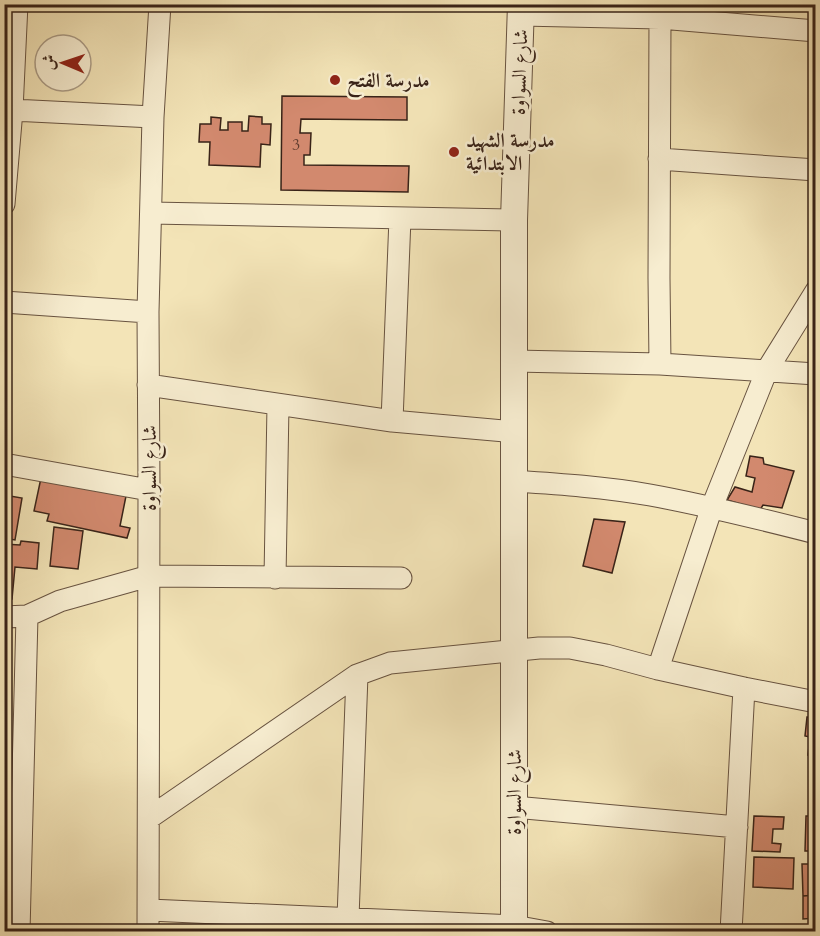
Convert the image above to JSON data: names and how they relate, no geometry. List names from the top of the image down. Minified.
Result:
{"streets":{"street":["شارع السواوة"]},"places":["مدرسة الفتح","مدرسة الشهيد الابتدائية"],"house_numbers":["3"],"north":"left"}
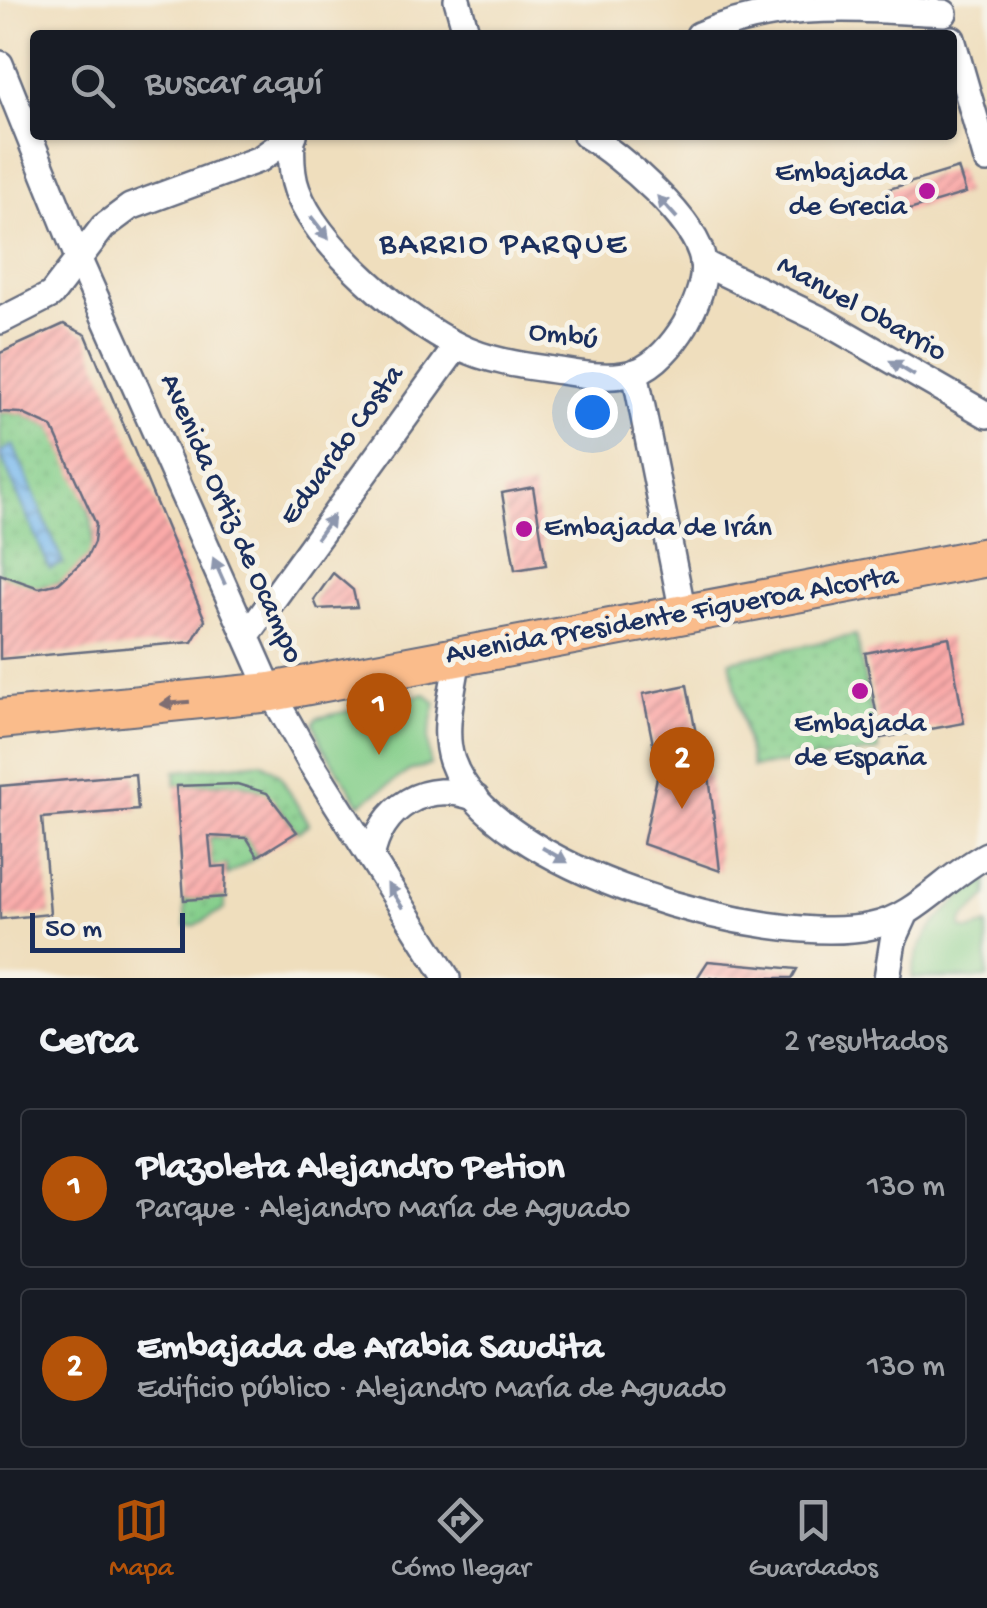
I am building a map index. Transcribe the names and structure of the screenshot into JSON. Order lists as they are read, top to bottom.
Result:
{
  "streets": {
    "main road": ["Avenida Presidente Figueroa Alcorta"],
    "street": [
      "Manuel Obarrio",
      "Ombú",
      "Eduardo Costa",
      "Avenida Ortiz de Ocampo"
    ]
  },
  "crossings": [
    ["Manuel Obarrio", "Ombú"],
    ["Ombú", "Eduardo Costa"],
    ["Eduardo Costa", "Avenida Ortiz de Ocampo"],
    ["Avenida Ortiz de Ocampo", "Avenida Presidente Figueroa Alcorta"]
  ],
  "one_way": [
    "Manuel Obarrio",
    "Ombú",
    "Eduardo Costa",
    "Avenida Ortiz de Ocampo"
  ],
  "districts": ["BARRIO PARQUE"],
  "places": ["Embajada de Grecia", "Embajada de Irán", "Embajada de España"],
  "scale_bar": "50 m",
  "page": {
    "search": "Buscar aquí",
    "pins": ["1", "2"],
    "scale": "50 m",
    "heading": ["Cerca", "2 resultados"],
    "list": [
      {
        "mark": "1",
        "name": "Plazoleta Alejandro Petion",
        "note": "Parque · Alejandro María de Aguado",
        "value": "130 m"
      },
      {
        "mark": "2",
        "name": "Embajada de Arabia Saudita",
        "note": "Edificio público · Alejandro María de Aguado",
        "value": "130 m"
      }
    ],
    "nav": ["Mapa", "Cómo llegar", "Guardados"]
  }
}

-- -- --

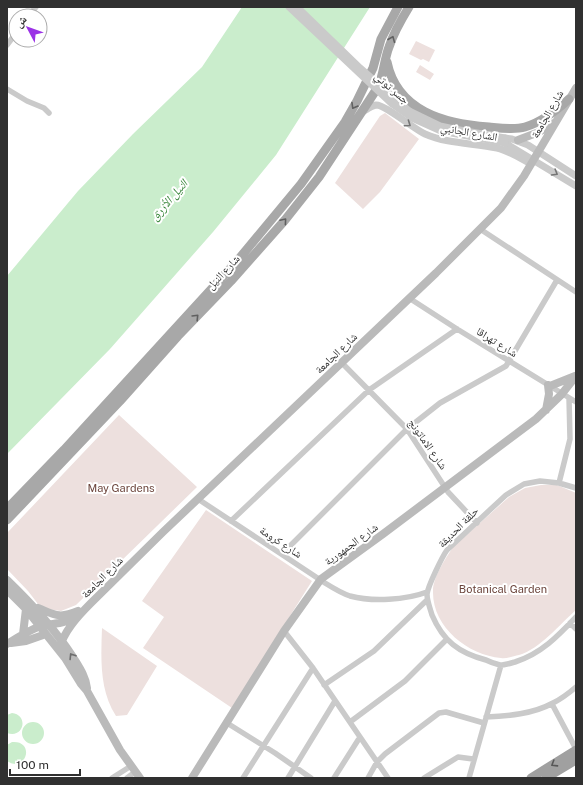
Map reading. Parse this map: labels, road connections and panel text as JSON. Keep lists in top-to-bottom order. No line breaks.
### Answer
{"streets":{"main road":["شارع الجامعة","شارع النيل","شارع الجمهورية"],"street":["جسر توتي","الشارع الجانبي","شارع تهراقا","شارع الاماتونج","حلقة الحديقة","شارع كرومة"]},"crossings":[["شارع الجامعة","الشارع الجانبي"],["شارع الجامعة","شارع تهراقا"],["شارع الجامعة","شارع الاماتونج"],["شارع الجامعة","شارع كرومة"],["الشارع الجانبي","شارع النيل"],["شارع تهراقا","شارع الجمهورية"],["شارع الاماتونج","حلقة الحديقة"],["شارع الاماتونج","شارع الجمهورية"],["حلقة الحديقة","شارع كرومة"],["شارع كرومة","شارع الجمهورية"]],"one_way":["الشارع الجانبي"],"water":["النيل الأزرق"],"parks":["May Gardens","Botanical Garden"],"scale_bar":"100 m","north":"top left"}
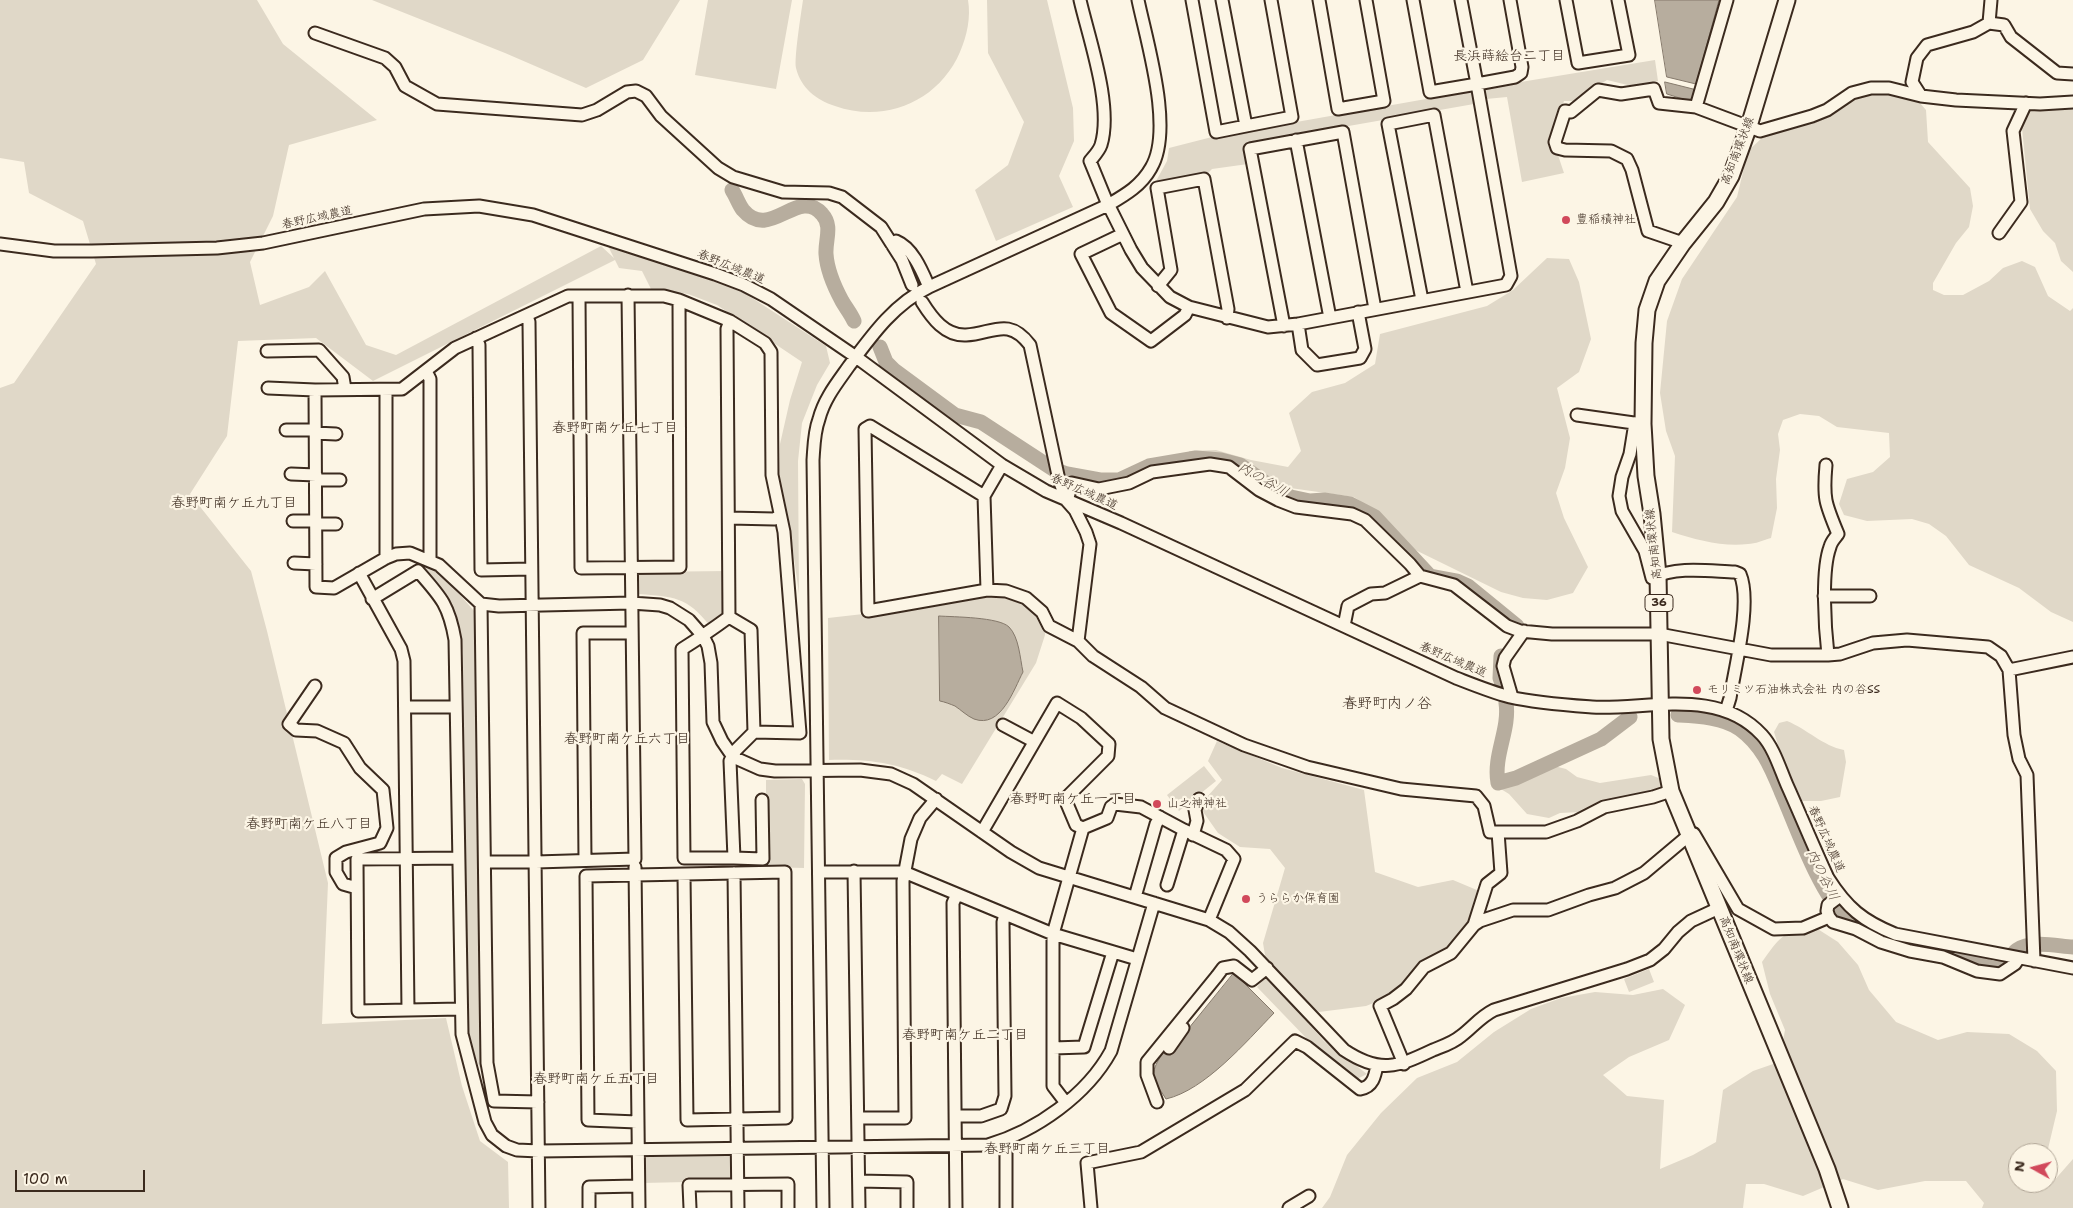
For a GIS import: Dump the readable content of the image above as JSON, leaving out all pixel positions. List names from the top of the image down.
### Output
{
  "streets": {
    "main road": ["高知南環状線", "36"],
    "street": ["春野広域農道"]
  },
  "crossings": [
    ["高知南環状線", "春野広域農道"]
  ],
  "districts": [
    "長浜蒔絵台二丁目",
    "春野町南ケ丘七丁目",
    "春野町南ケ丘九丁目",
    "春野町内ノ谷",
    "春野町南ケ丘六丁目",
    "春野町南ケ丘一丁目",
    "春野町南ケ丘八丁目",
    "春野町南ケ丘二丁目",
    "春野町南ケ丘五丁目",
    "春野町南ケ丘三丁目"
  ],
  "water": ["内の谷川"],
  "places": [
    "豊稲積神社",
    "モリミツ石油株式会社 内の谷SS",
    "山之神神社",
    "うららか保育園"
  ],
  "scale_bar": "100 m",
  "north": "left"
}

-- -- --

### Requirement:
From the entries above, list each line with "they" in it.

### Reply to the task:
Convert the image above to JSON data: names and how they relate, no geometry. List names from the top of the image down. Minified.
I am building a map index. Transcribe the names and structure of the screenshot into JSON. Order lists as they are read, top to bottom.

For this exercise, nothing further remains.